Data START

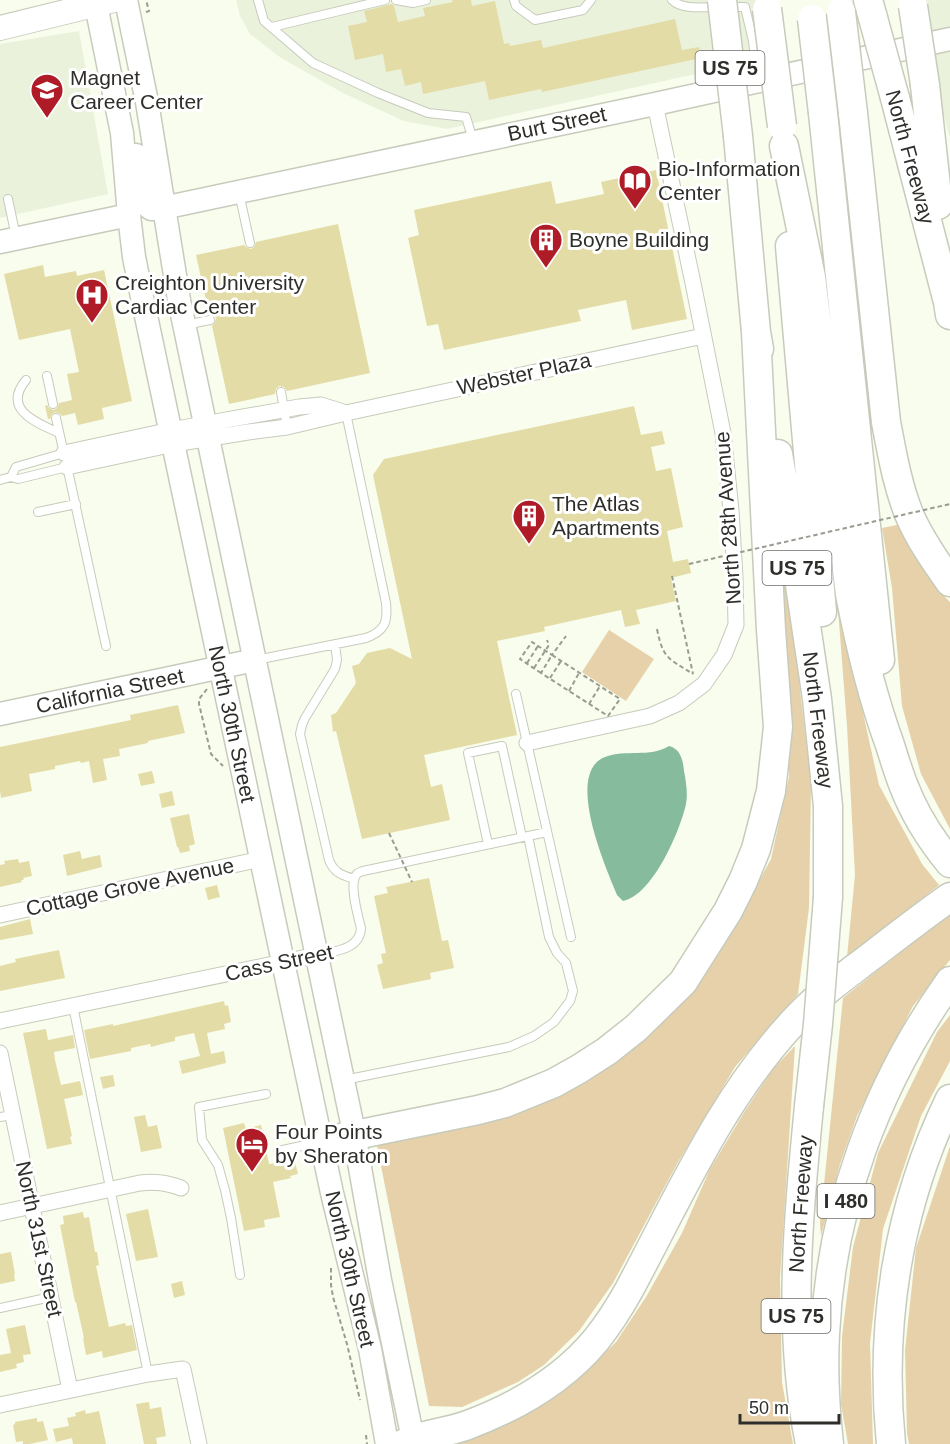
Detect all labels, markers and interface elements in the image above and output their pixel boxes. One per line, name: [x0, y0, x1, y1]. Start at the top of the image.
road number: US 75: [696, 51, 764, 85]
place label: Magnet Career Center: [70, 66, 203, 113]
school or university icon: Magnet Career Center: [29, 72, 65, 119]
street label: North Freeway: [882, 87, 940, 227]
street label: Burt Street: [505, 102, 609, 145]
place label: Bio-Information Center: [658, 157, 800, 204]
library icon: Bio-Information Center: [617, 163, 653, 210]
building icon: Boyne Building: [528, 222, 564, 269]
place label: Boyne Building: [569, 228, 709, 251]
place label: Creighton University Cardiac Center: [115, 271, 305, 318]
hospital icon: Creighton University Cardiac Center: [74, 277, 110, 324]
street label: Webster Plaza: [455, 348, 593, 399]
street label: North 28th Avenue: [710, 431, 745, 605]
place label: The Atlas Apartments: [552, 492, 659, 539]
building icon: The Atlas Apartments: [511, 498, 547, 545]
road number: US 75: [762, 551, 832, 585]
street label: North 30th Street: [205, 643, 260, 805]
street label: North Freeway: [799, 650, 838, 790]
street label: California Street: [34, 664, 186, 717]
street label: Cottage Grove Avenue: [24, 853, 236, 920]
street label: Cass Street: [223, 940, 335, 985]
place label: Four Points by Sheraton: [275, 1120, 388, 1167]
hotel icon: Four Points by Sheraton: [234, 1126, 270, 1173]
street label: North Freeway: [784, 1134, 817, 1273]
street label: North 31st Street: [12, 1159, 67, 1319]
road number: I 480: [818, 1184, 874, 1218]
street label: North 30th Street: [321, 1188, 380, 1350]
road number: US 75: [762, 1299, 830, 1333]
scale bar: [740, 1387, 839, 1425]
text: 50 m: [749, 1398, 789, 1418]

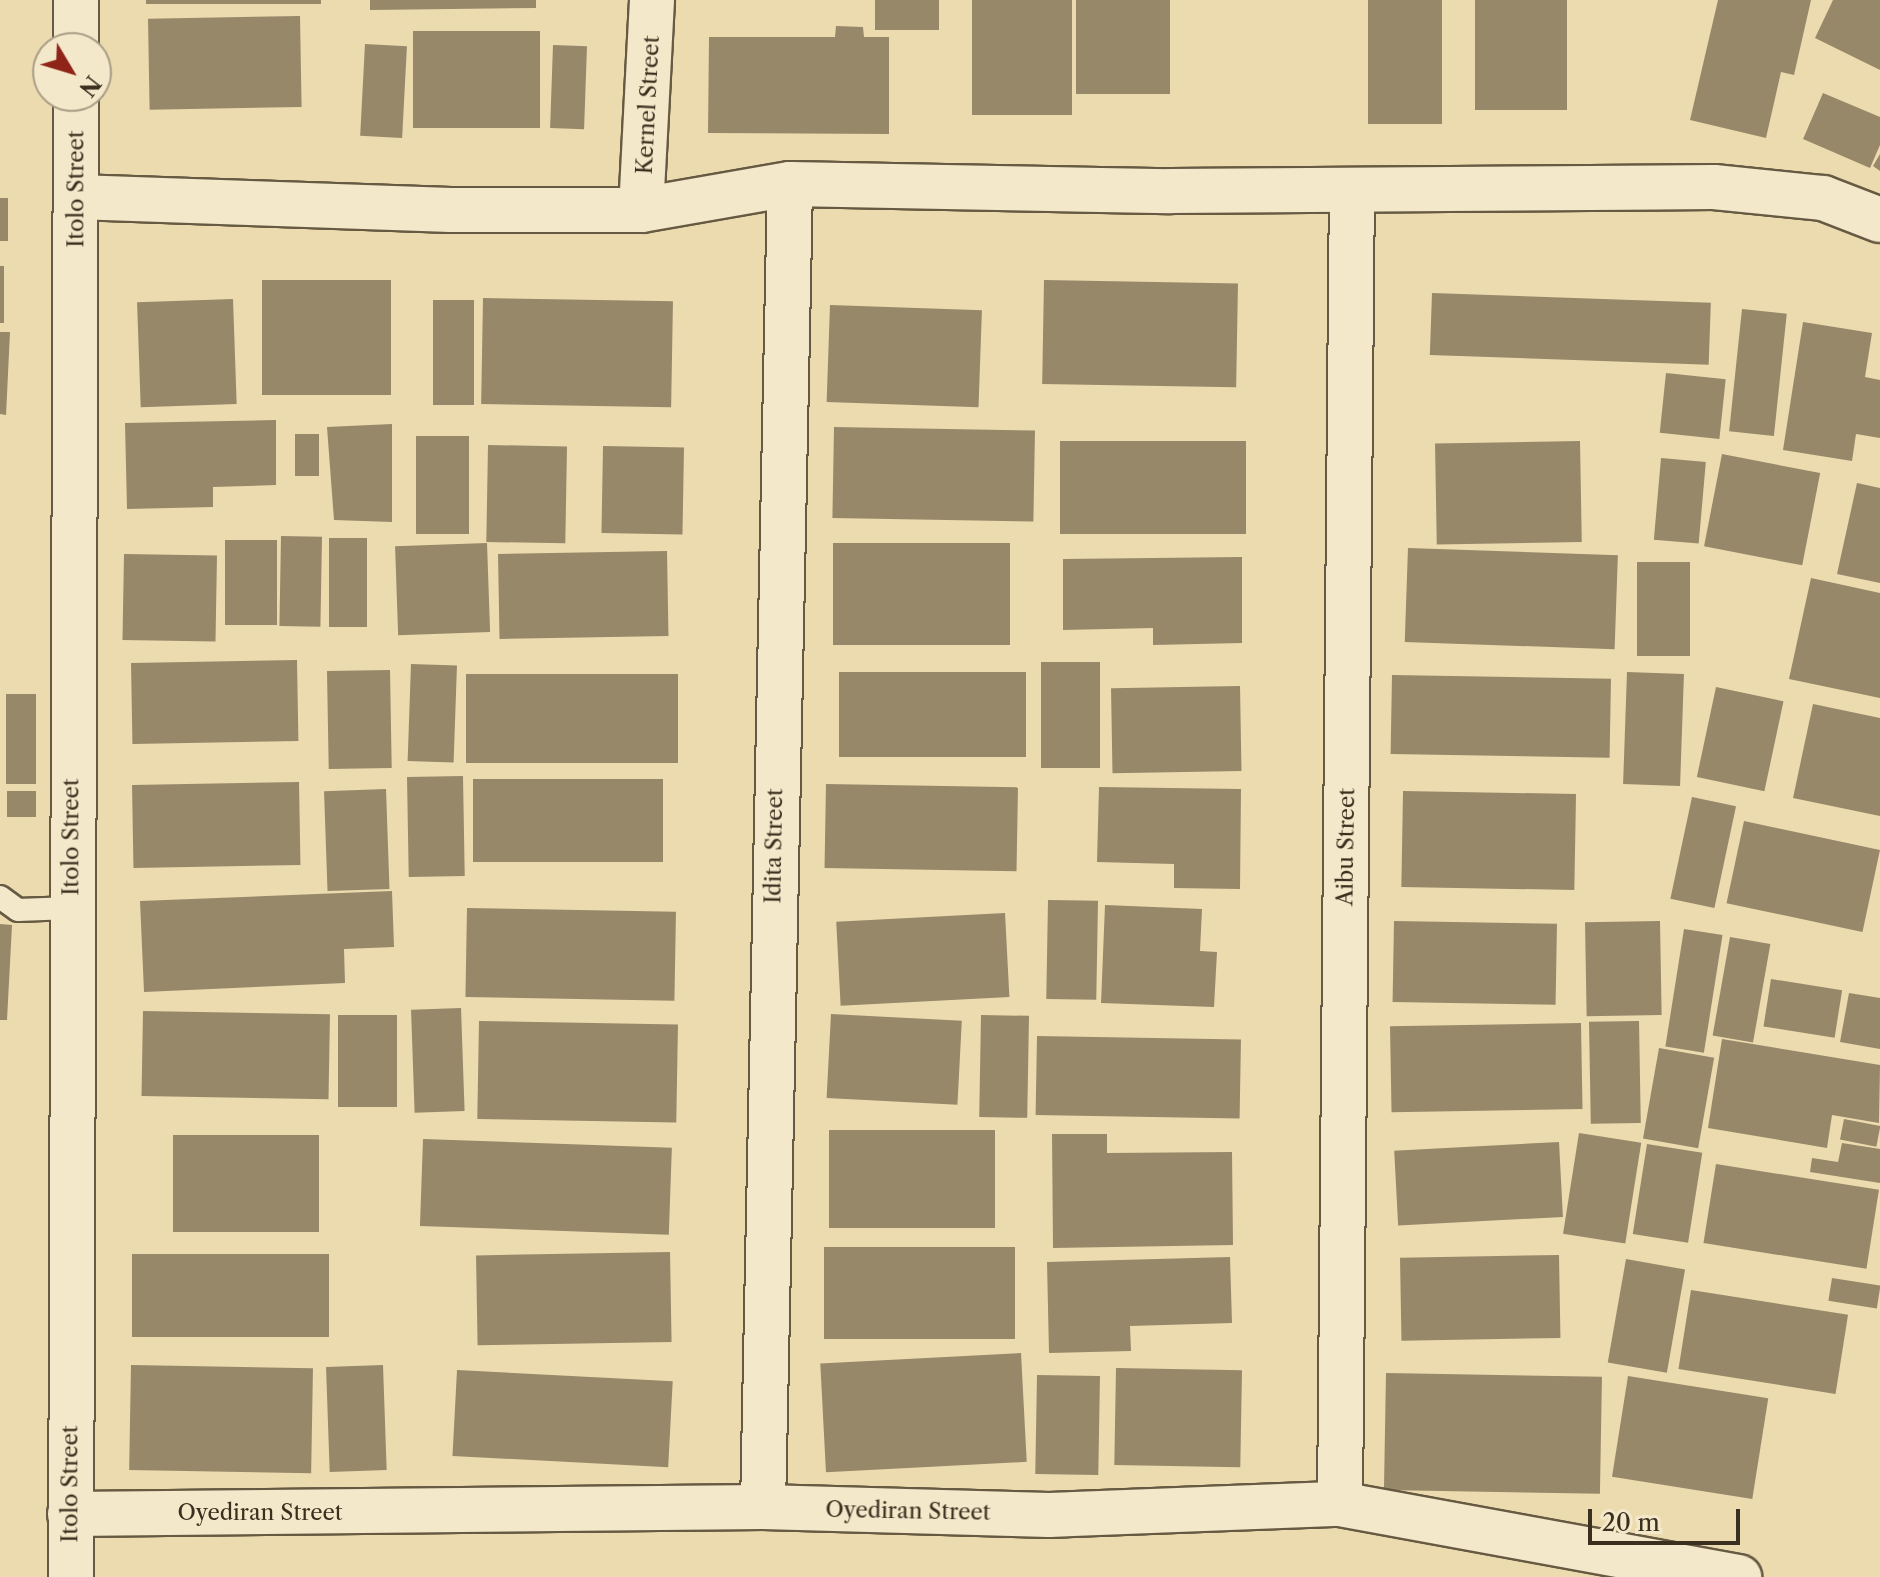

Data END

The problem:
Each line of the entries above that contains "Avenue" must be copied into the answer.

Response to this exercise:
street label: North 28th Avenue: [710, 431, 745, 605]
street label: Cottage Grove Avenue: [24, 853, 236, 920]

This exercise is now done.